Uh whether I will be present when he gives evidence.
>> I think part of healing ourselves will be to admit what we did to each other.
And that's not only what we did to the ANC, it's what the ANC did to other people.
>> But coming to terms with things doesn't mean that you forget them, and it doesn't mean that one says to somebody appearing in front of the commission, ah, so you've said you did it.
That's grand.
Let's shake hands go and have a drink together.
I won't behave like that.
>> And I did ask him what it was like uh what he felt when he turned onto the Ruth First Freeway.
Um yeah.
>> What was his answer?
>> He just went bright red and then he he he he uh said that um Ruth First uh and Marius Goon and Jeanette Schoon um they knew the risks involved. So, he didn't really answer the question, but he said, you know, they knew the risks involved. They were part of the ANC and he was just doing his job, but he did go bright red.
>> What was Williamson's demeanor during the TRC, and did he take responsibility for his crimes?
>> I don't think he did. I think that he came there not to tell the story, not to confess, but because it was a way out of his legal problems. And he said so much he said as much before he went to the TRC.
So I think he was there to try to justify what he did. And his justification was this was a war.
I was on the one side of the war. It was I was a patriot protecting the country from the communists.
So I don't believe that he went to the TRC to divulge the whole truth.
And I think he was quite smug and arrogant.
And the the photograph on the on the front cover of the book is from taken from the TRC. And I think that speaks quite quite a you know a lot about his attitude.
>> A life dedicated to infiltrating enemy lines. His job during apartheid was to blend into organizations like the ANC and the National Union of South African Students gathering information and feeding it back to the apartheid state.
>> Over years the threat increased and state reaction increased.
And we got to a situation where we were basically in a in a civil war.

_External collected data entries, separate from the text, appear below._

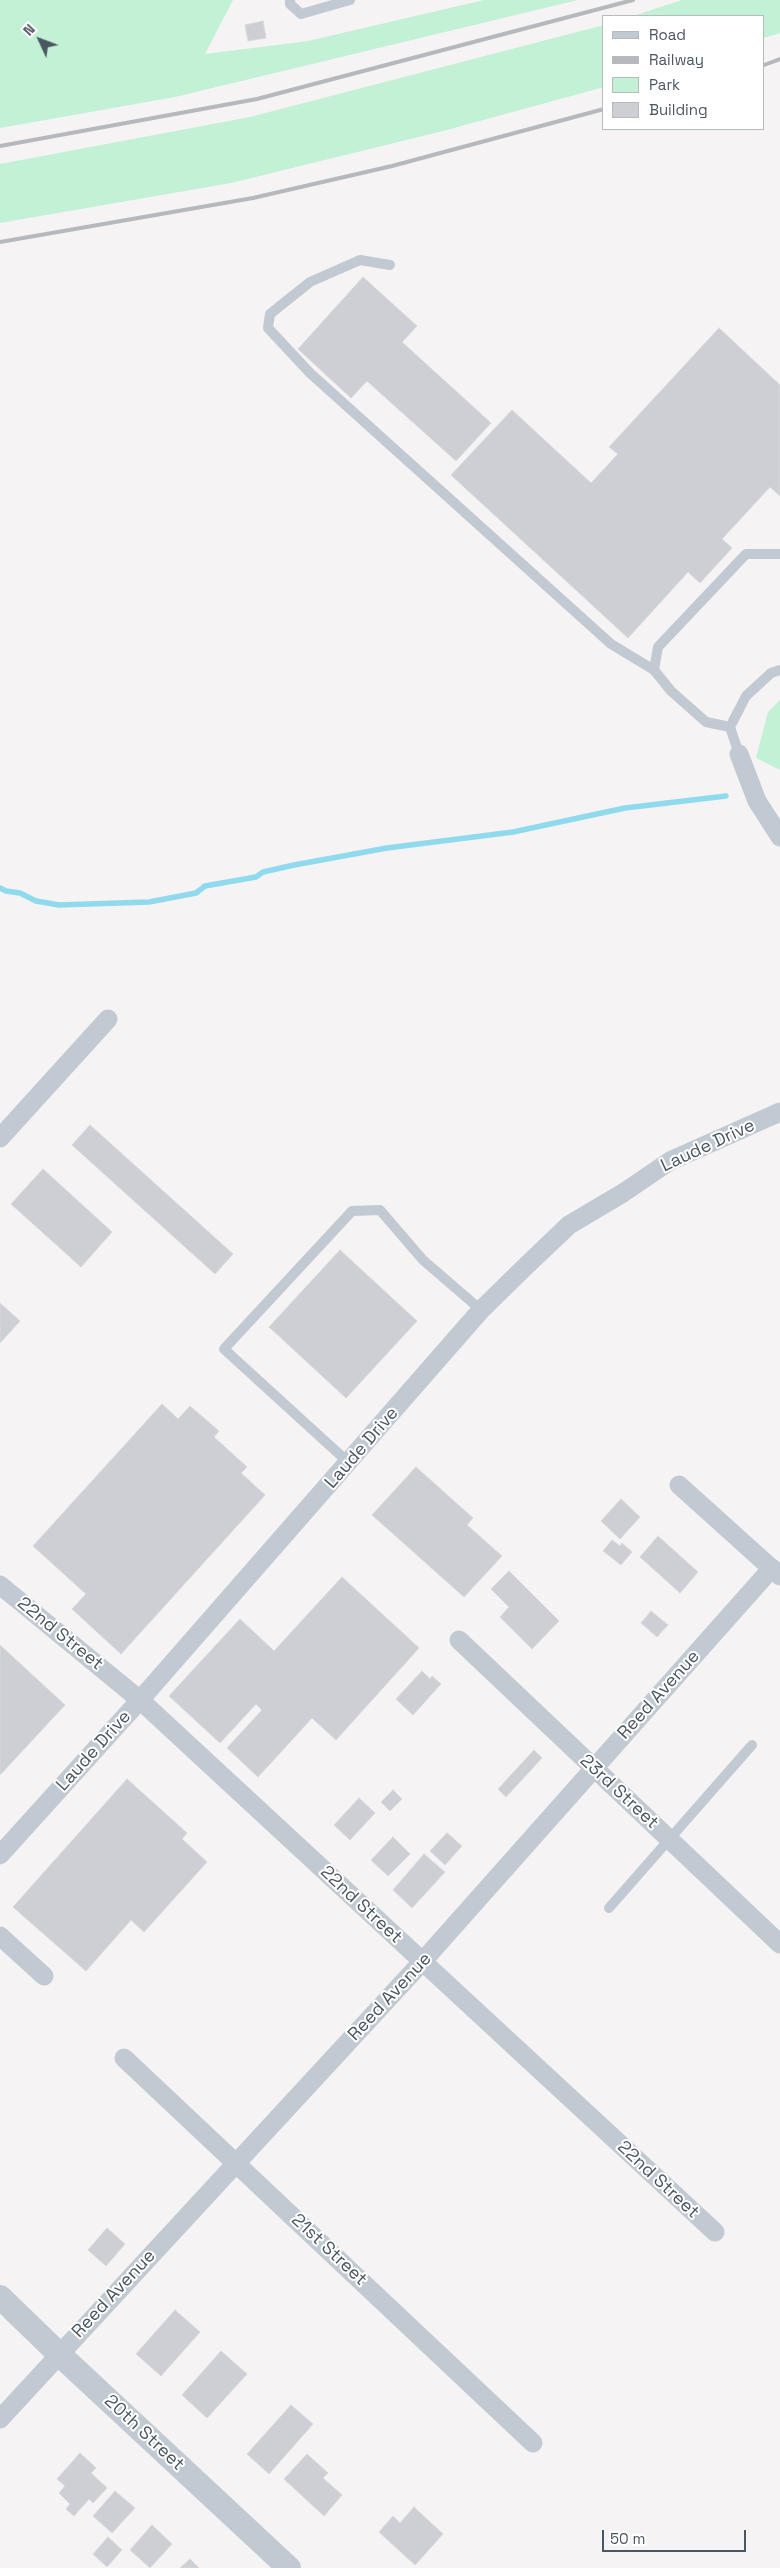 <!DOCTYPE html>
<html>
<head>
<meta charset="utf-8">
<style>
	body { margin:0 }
	#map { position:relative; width:780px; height:2568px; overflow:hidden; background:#f5f3f3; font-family:"Space Grotesk",sans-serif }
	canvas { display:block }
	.legend { position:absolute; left:602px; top:15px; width:162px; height:115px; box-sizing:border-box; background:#fff; border:1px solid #b7bbc0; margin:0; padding:6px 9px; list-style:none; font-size:15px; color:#4a5661 }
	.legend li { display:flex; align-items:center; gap:10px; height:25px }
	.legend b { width:25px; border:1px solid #b7bbc0 }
	.north { position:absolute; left:15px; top:15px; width:50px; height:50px; -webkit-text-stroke:4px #fff; paint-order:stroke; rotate:313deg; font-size:14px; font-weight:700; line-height:20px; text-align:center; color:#4a5661 }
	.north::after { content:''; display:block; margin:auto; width:18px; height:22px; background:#4a5661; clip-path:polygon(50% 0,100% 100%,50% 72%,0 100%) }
	.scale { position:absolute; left:602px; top:2530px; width:144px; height:22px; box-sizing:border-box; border:2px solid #4a5661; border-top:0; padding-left:6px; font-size:15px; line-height:18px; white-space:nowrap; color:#4a5661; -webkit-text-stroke:4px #fff; paint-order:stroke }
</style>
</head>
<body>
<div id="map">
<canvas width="780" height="2568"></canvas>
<ul class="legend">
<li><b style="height:6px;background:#c1cad2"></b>Road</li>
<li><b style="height:6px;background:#b5b8bd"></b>Railway</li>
<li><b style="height:14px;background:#c3f1d5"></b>Park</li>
<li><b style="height:14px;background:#cdcfd5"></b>Building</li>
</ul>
<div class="north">N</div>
<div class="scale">50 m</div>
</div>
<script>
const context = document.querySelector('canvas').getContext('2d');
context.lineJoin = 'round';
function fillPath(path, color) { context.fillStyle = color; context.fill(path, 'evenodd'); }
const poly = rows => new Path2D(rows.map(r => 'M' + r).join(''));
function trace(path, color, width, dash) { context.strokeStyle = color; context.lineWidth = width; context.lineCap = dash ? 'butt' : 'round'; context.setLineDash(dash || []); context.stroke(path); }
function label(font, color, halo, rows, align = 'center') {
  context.font = font + ' "Space Grotesk",sans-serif'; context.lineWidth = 4; context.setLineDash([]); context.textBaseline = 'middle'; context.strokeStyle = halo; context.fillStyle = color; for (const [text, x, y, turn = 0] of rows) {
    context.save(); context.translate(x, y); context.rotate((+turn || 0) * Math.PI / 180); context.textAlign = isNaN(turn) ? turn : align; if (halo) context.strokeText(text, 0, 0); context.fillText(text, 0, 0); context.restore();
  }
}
fillPath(poly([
	[0,0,233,0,205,54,308,41,484,0,578,0,175,97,0,128],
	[682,0,780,0,780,33,764,38,764,16,633,16],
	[604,25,604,87,443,131,231,183,0,223,0,164,250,117],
	[780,700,780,770,756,758,768,712]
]), '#c3f1d5');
trace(poly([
	[0,888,6,891,20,893,36,901,59,905,149,902,196,893,205,886,256,877,263,872,294,865,387,848,513,832,625,808,726,796]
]), '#90daee', 5.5);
const building = poly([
	[263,21,266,38,248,41,245,25,263,21],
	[363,277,417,326,402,342,491,423,456,461,367,381,351,398,298,349,363,277],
	[719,328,780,385,780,496,770,487,722,539,732,548,700,583,688,572,628,638,451,475,512,410,591,483,618,454,609,447,719,328],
	[90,1125,233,1254,215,1274,72,1145,90,1125],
	[43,1169,112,1232,81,1267,11,1204,43,1169],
	[340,1250,417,1321,346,1398,269,1327,340,1250],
	[0,1303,20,1321,0,1343,0,1303],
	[162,1404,178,1419,190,1406,219,1431,214,1437,247,1467,241,1473,265,1495,121,1654,72,1609,86,1594,33,1546,162,1404],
	[416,1467,473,1518,467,1525,502,1556,464,1597,372,1515,416,1467],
	[621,1499,640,1517,620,1539,601,1521,621,1499],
	[658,1536,698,1572,680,1593,640,1557,658,1536],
	[612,1540,620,1546,622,1543,632,1552,621,1565,603,1551,612,1540],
	[509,1571,559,1621,532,1649,500,1617,509,1607,491,1589,509,1571],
	[342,1577,419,1648,336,1740,312,1718,258,1777,227,1748,262,1710,256,1704,220,1743,169,1696,240,1619,274,1651,342,1577],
	[651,1611,668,1625,657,1637,641,1623,651,1611],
	[0,1645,65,1705,0,1775,0,1645],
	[422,1671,430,1679,432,1676,441,1684,413,1715,396,1699,422,1671],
	[534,1750,542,1758,506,1797,498,1789,534,1750],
	[127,1779,187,1833,182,1839,207,1862,144,1932,131,1920,86,1971,13,1907,127,1779],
	[393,1790,402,1799,390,1811,381,1802,393,1790],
	[359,1798,375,1813,350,1840,334,1825,359,1798],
	[447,1833,462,1846,445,1865,430,1851,447,1833],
	[393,1837,410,1854,388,1876,371,1860,393,1837],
	[424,1854,445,1872,412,1908,393,1890,424,1854],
	[107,2228,125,2244,106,2266,88,2250,107,2228],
	[175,2310,200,2332,161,2376,136,2354,175,2310],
	[221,2351,247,2374,207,2418,182,2395,221,2351],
	[291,2405,313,2424,269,2474,247,2454,291,2405],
	[80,2453,96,2468,91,2473,107,2488,93,2503,89,2499,74,2516,66,2509,70,2504,59,2493,65,2486,57,2479,80,2453],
	[307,2454,328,2473,323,2478,342,2495,324,2516,284,2479,307,2454],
	[115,2491,135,2508,112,2533,93,2516,115,2491],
	[414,2507,443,2534,415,2565,379,2532,393,2516,400,2523,414,2507],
	[152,2525,172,2544,150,2568,130,2550,152,2525],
	[108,2537,122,2550,107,2567,93,2554,108,2537],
	[190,2559,199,2568,180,2568,190,2559]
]);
fillPath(building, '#cdcfd5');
trace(building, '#d7d9de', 1);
trace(poly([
	[290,0,290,4,301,14,350,0],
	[390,265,360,260,310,282,270,314,268,328,310,373,611,644,654,670],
	[730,727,706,722,671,691,654,670,658,647,746,554,780,554],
	[739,754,730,727,746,696,771,673,780,670],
	[349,1463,224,1349,352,1211,380,1210,423,1260,481,1310],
	[609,1908,752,1745]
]), '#c1cad2', 10);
trace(poly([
	[739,754,757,801,780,837],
	[0,1138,108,1019],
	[679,1485,780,1576],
	[0,1585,140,1700,715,2232],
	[459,1640,780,1944],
	[0,1855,140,1700,481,1310,526,1266,569,1225,623,1193,670,1161,780,1112],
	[0,1936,44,1976],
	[124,2058,533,2443],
	[0,2419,422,1962,772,1568]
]), '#c1cad2', 19);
trace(poly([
	[0,2297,59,2354,289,2568]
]), '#c1cad2', 24);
trace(poly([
	[764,65,780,59],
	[0,146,257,99,633,0],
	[0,242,253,198,392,166,604,109]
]), '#b5b8bd', 4);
label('18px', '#4a5661', '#fff', [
	["Laude Drive",708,1146,-25],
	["Laude Drive",362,1448,-49],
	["22nd Street",60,1634,39],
	["Reed Avenue",659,1695,-48],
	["Laude Drive",94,1751,-48],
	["23rd Street",619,1792,43],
	["22nd Street",361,1905,43],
	["Reed Avenue",390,1997,-47],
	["22nd Street",658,2180,43],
	["21st Street",329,2250,43],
	["Reed Avenue",114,2294,-47],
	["20th Street",144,2433,43]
]);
</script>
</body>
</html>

The revolutionary enemy um was not only threatening the stability of the state. I mean we've all heard the evidence of the situation in the Eastern Cape at that time.
We got to the situation that uh the goal was to eliminate the enemy.
And the enemy was clearly defined.
And the enemy were trying to eliminate us.
>> Williamson told the court that he applied for and was granted amnesty at the TRC on three separate incidents. His argument, [music] he has been honest and forthright about all transgressions during the time of apartheid. Why would he lie now?
>> Now, that personality >> [clears throat] >> of living through lies.
Is this what is happening today in court?
No, my lady.
Uh So, today for the first time you're telling the truth?
>> I think I told my I think I told the truth during the amnesty hearings.
>> I want to put it to you that your evidence to deny the version of Mr. Van Jaarsveld is part and parcel of your pattern of deception and lies. You are a fundamentally dishonest man.
Do you have any comment on that?
>> I have no comment, Mr. Chairman.
>> Thank you, my lady.
>> But to deny it.
>> Earlier on, Billy, you talked about Craig Williamson's amnesty. So, do you think individuals like him should have been denied amnesty for the deadly actions that they took in defending apartheid?
>> Yeah, I think he should have been denied amnesty. I can say that really clearly now.